How to scrape event calendars with Scrapy

Event calendars usually show only the title and teaser on the month view, while the scheduled start time, venue, and registration link live on each event detail page. Following those detail pages is what turns a calendar crawl into structured data that can feed reminders, search, or syndication workflows.

In Scrapy, the listing callback extracts each event detail URL and the next calendar page from the current Response, then schedules those relative links with response.follow(). A separate detail callback extracts the event title, the machine-readable datetime value, the venue, the cleaned summary text, and the registration URL so the exported item keeps both the schedule value and the source page.

Calendar archives often repeat the same event across month views, mix local time text with timezone-aware datetime attributes, or render cards through JavaScript instead of the first HTML response.

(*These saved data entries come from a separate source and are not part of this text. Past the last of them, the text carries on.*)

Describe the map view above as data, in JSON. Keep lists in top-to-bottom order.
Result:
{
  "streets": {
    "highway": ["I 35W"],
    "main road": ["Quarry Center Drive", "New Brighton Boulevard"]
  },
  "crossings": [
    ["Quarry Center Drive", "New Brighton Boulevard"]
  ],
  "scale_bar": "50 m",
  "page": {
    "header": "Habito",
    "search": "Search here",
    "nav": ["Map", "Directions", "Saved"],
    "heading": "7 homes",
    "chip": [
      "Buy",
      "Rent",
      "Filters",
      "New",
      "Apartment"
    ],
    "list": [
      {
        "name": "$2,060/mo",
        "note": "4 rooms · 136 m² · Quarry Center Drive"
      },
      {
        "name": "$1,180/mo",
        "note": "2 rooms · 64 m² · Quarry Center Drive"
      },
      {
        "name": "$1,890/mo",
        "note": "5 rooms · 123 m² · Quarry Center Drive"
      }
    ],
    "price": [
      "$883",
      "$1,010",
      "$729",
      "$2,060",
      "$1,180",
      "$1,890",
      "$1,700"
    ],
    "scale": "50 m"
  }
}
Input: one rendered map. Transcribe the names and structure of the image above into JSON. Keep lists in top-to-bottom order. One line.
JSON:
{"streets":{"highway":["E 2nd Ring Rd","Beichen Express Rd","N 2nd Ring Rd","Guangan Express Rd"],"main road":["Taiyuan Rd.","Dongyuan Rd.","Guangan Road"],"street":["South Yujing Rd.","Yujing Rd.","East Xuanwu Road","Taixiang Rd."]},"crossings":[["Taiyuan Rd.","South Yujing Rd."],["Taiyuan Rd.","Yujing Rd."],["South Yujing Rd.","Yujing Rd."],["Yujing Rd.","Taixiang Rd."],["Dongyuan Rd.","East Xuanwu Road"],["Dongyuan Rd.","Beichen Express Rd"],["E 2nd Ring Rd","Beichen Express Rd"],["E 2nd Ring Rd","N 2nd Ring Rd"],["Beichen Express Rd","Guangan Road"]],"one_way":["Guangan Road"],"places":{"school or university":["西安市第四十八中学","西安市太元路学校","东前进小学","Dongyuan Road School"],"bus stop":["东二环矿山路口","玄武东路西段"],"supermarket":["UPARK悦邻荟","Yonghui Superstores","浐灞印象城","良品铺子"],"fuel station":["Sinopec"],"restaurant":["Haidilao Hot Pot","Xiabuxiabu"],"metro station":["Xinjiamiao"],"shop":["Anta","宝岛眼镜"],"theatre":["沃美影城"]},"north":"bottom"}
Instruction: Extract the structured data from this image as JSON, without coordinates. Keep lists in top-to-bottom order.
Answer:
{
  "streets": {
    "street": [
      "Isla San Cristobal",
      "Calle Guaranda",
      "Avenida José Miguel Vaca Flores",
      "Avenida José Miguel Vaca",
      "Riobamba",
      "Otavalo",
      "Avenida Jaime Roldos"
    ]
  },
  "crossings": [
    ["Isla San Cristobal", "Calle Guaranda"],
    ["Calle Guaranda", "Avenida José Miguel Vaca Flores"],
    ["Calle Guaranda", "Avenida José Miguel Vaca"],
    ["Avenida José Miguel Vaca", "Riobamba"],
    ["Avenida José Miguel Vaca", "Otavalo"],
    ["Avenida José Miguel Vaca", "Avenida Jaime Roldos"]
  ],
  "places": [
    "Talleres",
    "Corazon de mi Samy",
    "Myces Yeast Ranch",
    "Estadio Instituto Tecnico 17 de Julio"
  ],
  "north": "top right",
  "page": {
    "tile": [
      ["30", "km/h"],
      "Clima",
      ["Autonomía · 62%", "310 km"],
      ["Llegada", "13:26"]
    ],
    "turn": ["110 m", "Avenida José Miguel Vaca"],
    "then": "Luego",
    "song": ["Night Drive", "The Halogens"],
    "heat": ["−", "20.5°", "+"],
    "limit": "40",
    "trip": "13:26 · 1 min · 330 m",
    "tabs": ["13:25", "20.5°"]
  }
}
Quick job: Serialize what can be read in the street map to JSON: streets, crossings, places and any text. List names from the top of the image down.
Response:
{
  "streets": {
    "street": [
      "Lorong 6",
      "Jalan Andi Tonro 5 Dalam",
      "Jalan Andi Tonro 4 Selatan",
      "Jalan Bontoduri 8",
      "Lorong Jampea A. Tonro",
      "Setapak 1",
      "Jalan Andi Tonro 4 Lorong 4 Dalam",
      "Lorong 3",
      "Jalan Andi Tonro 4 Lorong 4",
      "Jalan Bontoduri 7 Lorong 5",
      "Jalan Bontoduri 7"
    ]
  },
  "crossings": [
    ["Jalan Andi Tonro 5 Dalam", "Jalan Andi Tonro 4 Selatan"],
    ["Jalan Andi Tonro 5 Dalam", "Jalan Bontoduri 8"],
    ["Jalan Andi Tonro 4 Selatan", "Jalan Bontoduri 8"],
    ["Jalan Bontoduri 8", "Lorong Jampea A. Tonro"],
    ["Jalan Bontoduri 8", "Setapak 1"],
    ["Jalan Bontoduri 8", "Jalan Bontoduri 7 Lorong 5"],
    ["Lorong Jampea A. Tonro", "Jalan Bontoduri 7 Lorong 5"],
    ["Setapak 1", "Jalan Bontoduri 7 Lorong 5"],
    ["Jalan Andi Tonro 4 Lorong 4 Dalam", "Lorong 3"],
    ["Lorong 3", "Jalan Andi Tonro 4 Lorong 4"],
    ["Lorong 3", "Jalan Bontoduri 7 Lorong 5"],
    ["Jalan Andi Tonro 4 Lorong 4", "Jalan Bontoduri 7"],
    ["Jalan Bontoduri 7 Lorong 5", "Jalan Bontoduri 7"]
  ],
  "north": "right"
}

Verify selectors in scrapy shell before writing the spider, prefer the time[datetime] value when it exists, and switch to the underlying JSON or XHR endpoint when the first response only contains placeholder markup.

Steps to scrape event calendars with Scrapy:

Create a new Scrapy project for the calendar crawl.

$ scrapy startproject event_calendar
New Scrapy project 'event_calendar', using template directory '##### snipped #####', created in:
    /home/user/event_calendar

You can start your first spider with:
    cd event_calendar
    scrapy genspider example example.com

Change to the new project directory.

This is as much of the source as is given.